Saturday, October 12, 2013


"Buddy Cops in Space" wouldn't have been as catchy I suppose...
From A. O. Scott's "Between Heaven and Earth":
The script is, at times, weighed down by some heavy screenwriting clichés. Some are minor, like the fuel gauge that reads full until the glass is tapped, causing the arrow to drop. More cringe-inducing is the tragic back story stapled to Stone, a doctor on her first trip into orbit.
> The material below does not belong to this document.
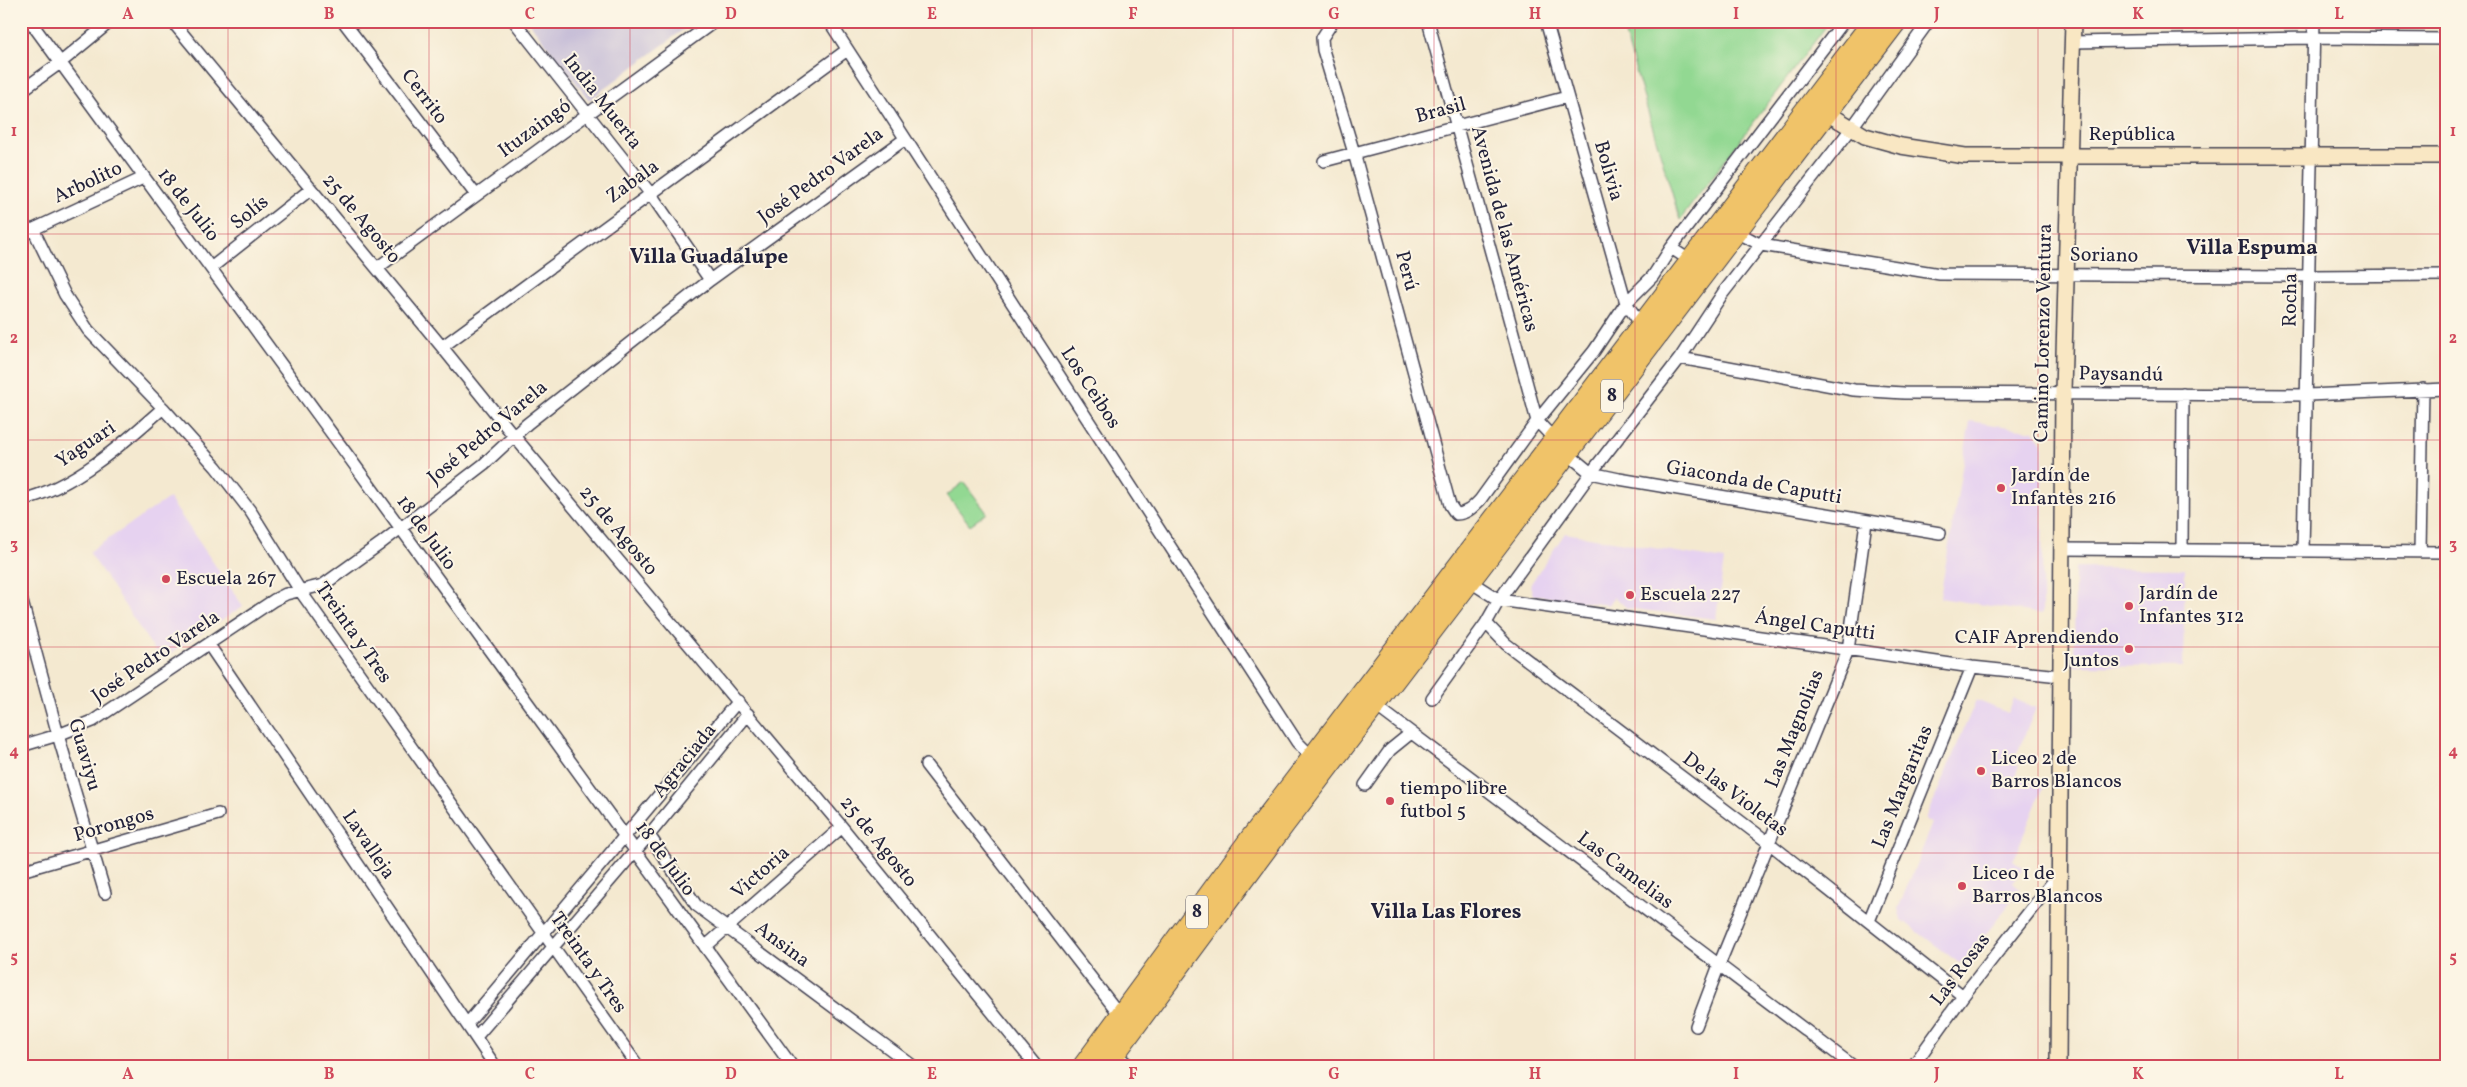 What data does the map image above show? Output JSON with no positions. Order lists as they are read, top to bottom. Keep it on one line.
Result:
{"streets":{"highway":["8"],"street":["Cerrito","India Muerta","Brasil","Ituzaingó","República","Bolivia","José Pedro Varela","Zabala","Arbolito","18 de Julio","Solís","25 de Agosto","Avenida de las Américas","Soriano","Perú","Rocha","Camino Lorenzo Ventura","Paysandú","Los Ceibos","Yaguari","Giaconda de Caputti","Ángel Caputti","Treinta y Tres","Las Magnolias","Guaviyu","Agraciada","Las Margaritas","De las Violetas","Porongos","Lavalleja","Las Camelias","Victoria","Ansina","Las Rosas"]},"crossings":[["Cerrito","Ituzaingó"],["India Muerta","Ituzaingó"],["India Muerta","José Pedro Varela"],["India Muerta","Zabala"],["Brasil","Bolivia"],["Brasil","Avenida de las Américas"],["Brasil","Perú"],["Ituzaingó","25 de Agosto"],["República","Rocha"],["República","Camino Lorenzo Ventura"],["República","8"],["Bolivia","8"],["José Pedro Varela","18 de Julio"],["José Pedro Varela","25 de Agosto"],["José Pedro Varela","Los Ceibos"],["José Pedro Varela","Treinta y Tres"],["José Pedro Varela","Guaviyu"],["José Pedro Varela","Lavalleja"],["Zabala","25 de Agosto"],["Zabala","Los Ceibos"],["Arbolito","18 de Julio"],["Arbolito","Treinta y Tres"],["18 de Julio","Solís"],["18 de Julio","Agraciada"],["18 de Julio","Victoria"],["Solís","25 de Agosto"],["25 de Agosto","Agraciada"],["25 de Agosto","Victoria"],["Avenida de las Américas","Perú"],["Avenida de las Américas","8"],["Avenida de las Américas","Giaconda de Caputti"],["Soriano","Rocha"],["Soriano","Camino Lorenzo Ventura"],["Soriano","8"],["Rocha","Paysandú"],["Camino Lorenzo Ventura","Paysandú"],["Camino Lorenzo Ventura","Ángel Caputti"],["Camino Lorenzo Ventura","Las Rosas"],["Los Ceibos","8"],["8","Giaconda de Caputti"],["8","Ángel Caputti"],["8","Las Camelias"],["Yaguari","Treinta y Tres"],["Giaconda de Caputti","Las Magnolias"],["Ángel Caputti","Las Magnolias"],["Ángel Caputti","Las Margaritas"],["Treinta y Tres","Agraciada"],["Las Magnolias","De las Violetas"],["Las Magnolias","Las Camelias"],["Guaviyu","Porongos"],["Agraciada","Lavalleja"],["Agraciada","Ansina"],["Las Margaritas","De las Violetas"],["De las Violetas","Las Rosas"],["Victoria","Ansina"]],"districts":["Villa Espuma","Villa Guadalupe","Villa Las Flores"],"places":["Jardín de Infantes 216","Escuela 267","Escuela 227","Jardín de Infantes 312","CAIF Aprendiendo Juntos","Liceo 2 de Barros Blancos","tiempo libre futbol 5","Liceo 1 de Barros Blancos"],"grid":{"columns":["A","B","C","D","E","F","G","H","I","J","K","L"],"rows":["1","2","3","4","5"]}}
We would care about her even without the haunting memory of a dead child, who inspires a maudlin monologue and a flight of orchestral bathos in Steven Price’s otherwise canny and haunting score.
A. O. Scott gave this movie a 5 out of 5, made it a "Critic's Pick," and yet, like many who similarly love and recommend the film, admits that the script is full of "screenwriting clichés" and that we would care about the characters even without their backstories.

What does it mean to like a movie but to essentially prefer to see it on mute?
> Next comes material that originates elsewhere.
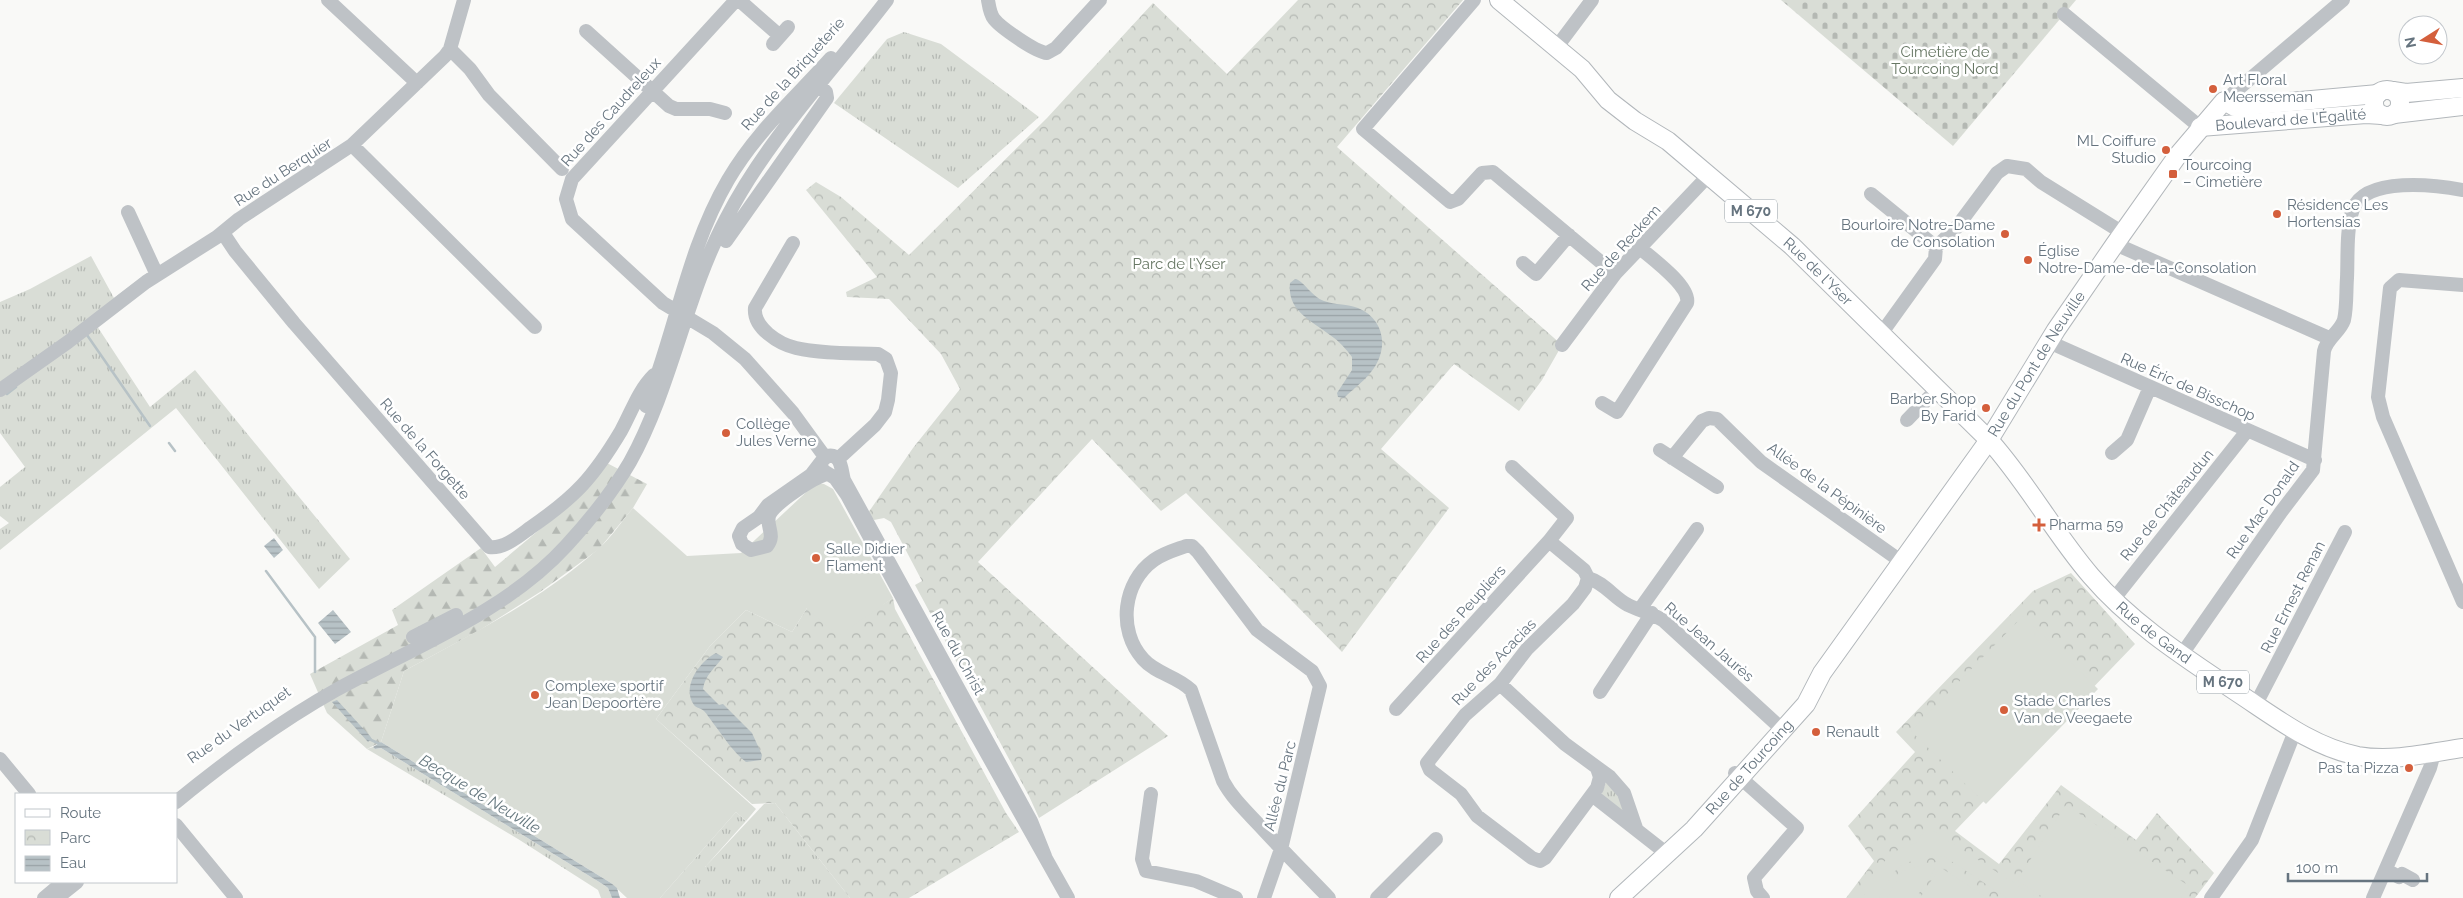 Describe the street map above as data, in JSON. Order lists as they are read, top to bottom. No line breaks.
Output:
{"streets":{"main road":["Boulevard de l'Égalité","M 670","Rue de l'Yser","Rue du Pont de Neuville","Rue de Gand","Rue de Tourcoing"],"street":["Rue de la Briqueterie","Rue des Caudreleux","Rue du Berquier","Rue de Reckem","Rue Éric de Bisschop","Rue de la Forgette","Allée de la Pépinière","Rue de Châteaudun","Rue Mac Donald","Rue Ernest Renan","Rue des Peupliers","Rue Jean Jaurès","Rue du Christ","Rue des Acacias","Rue du Vertuquet","Allée du Parc"]},"crossings":[["Rue de la Briqueterie","Rue des Caudreleux"],["Rue de la Briqueterie","Rue du Christ"],["Rue des Caudreleux","Rue du Christ"],["Boulevard de l'Égalité","Rue du Pont de Neuville"],["Rue du Berquier","Rue de la Forgette"],["Rue de Reckem","Rue de l'Yser"],["Rue de l'Yser","Rue du Pont de Neuville"],["Rue de l'Yser","Rue de Gand"],["Rue du Pont de Neuville","Rue Éric de Bisschop"],["Rue du Pont de Neuville","Allée de la Pépinière"],["Rue du Pont de Neuville","Rue de Gand"],["Rue du Pont de Neuville","Rue de Tourcoing"],["Rue Éric de Bisschop","Rue de Châteaudun"],["Rue Éric de Bisschop","Rue Mac Donald"],["Rue de Châteaudun","Rue de Gand"],["Rue Mac Donald","Rue de Gand"],["Rue Ernest Renan","Rue de Gand"],["Rue des Peupliers","Rue Jean Jaurès"],["Rue Jean Jaurès","Rue des Acacias"],["Rue Jean Jaurès","Rue de Tourcoing"]],"water":["Becque de Neuville"],"parks":["Cimetière de Tourcoing Nord","Parc de l'Yser"],"places":{"other":["Art Floral Meersseman","ML Coiffure Studio","Résidence Les Hortensias","Bourloire Notre-Dame de Consolation","Église Notre-Dame-de-la-Consolation","Barber Shop By Farid","Collège Jules Verne","Salle Didier Flament","Complexe sportif Jean Depoortère","Stade Charles Van de Veegaete","Renault","Pas ta Pizza"],"transit":["Tourcoing – Cimetière"],"health":["Pharma 59"]},"legend":["Route","Parc","Eau"],"scale_bar":"100 m","north":"left"}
Many of course compare Gravity to other sci-fi epics such as 2001: A Space Odyssey and Alien, and yet neither of those films are better seen and not heard.  Ripley is a fully fleshed out character who spawned an entire genre of kick-ass female action leads.  Even HAL is a more fleshed out character than Sandra Bullock's Dr. Ryan Stone (who by the way refers to being a medical doctor and yet is found performing "surgery" on the Hubble Space Station for some reason) or George Clooney's Mission Commander Matt Kowalski (who was just one day from retirement, naturally).  Unlike those sci-fi epics, no one will be quoting Gravity, ever.
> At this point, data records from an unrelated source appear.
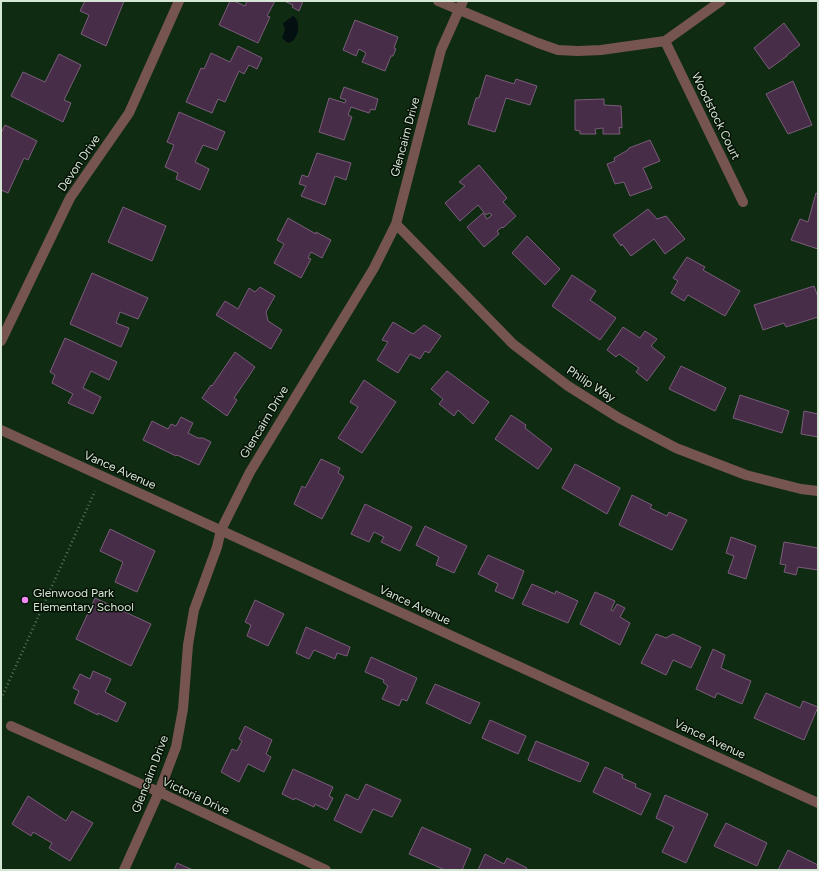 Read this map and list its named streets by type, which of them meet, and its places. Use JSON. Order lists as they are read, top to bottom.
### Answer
{
  "streets": {
    "street": [
      "Woodstock Court",
      "Glencairn Drive",
      "Devon Drive",
      "Philip Way",
      "Vance Avenue",
      "Victoria Drive"
    ]
  },
  "crossings": [
    ["Glencairn Drive", "Philip Way"],
    ["Glencairn Drive", "Vance Avenue"],
    ["Glencairn Drive", "Victoria Drive"]
  ],
  "places": ["Glenwood Park Elementary School"]
}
In fact, there are several times in the film when it seems like there could have been an interesting character moment, and instead the cliché is opted for, almost as if by necessity.  For example, at the moment when Clooney untethers himself from Bullock so that he can float off into the sunset (again, he was just so damn close to retirement!) and so she can survive, why not have Clooney's one-day-from-retirement-cliché go against type and struggle to survive?  Why not have Bullock's rookie-with-a-sob-story-past go against type and untether Clooney to save herself?  In much the same way that it is ridiculous to have a doctor fixing a telescope in space, and to have an astronaut repeatedly explain to a doctor how oxygen and carbon dioxide work, it is ridiculous how cliché that scene was handled (with Kowalski's line about the sunlight in the Ganges pushing the scene from derivative to almost full-on satire of such grizzled veteran sacrifices).
Wiggum would've been a
welcome addition to Gravity
Financial planner: You haven't set aside any plans for the future.  
Wiggum: Well, you know how it is with cops. I'll be shot three days before retirement. In the business, we call it retirony 
Planner: Well, what if you don't get shot?  
Wiggum: What a terrible thing to say! Oh, look! You made my wife cry!
But what if the cliché is actually the point?  For all of its technical ingenuity and aesthetic grandeur, this movie is still basically an action/adventure movie with cardboard characters moving from one disaster to the next.  Would we enjoy the film as much however if the characters were less cardboard and more real?  Perhaps we have reached a point as consumers of culture that we are desperate not to see compelling and complicated characters overcoming adversity, but rather to see avatars who we can fully invest ourselves into so that we can see ourselves overcoming adversity.  The more bland Clooney and Bullock come across the better: all the more room for your personality to fill the void the boilerplate script left for you.  In much the same way that you might have been staring at the Earth hoping to see your house, or focusing on religious references hoping to pick out your personal belief-system, so too can you make of Stone whatever part of your personality you'd most like to identify with so that you can leave the theater knowing that you too could've made it.

In other words, the most telling line of the movie might have been when Kowalski needled Stone about being named "Ryan," and Stone of course responding that her dad wanted a boy, just as the audience might have been wanting a male hero rather than a female one (the hair cut helps expand the opportunities for identifying with Stone too, as does all the confusion about eye color).

So go see the movie and enjoy watching it, but I have a feeling that your favorite character in the movie might just be you.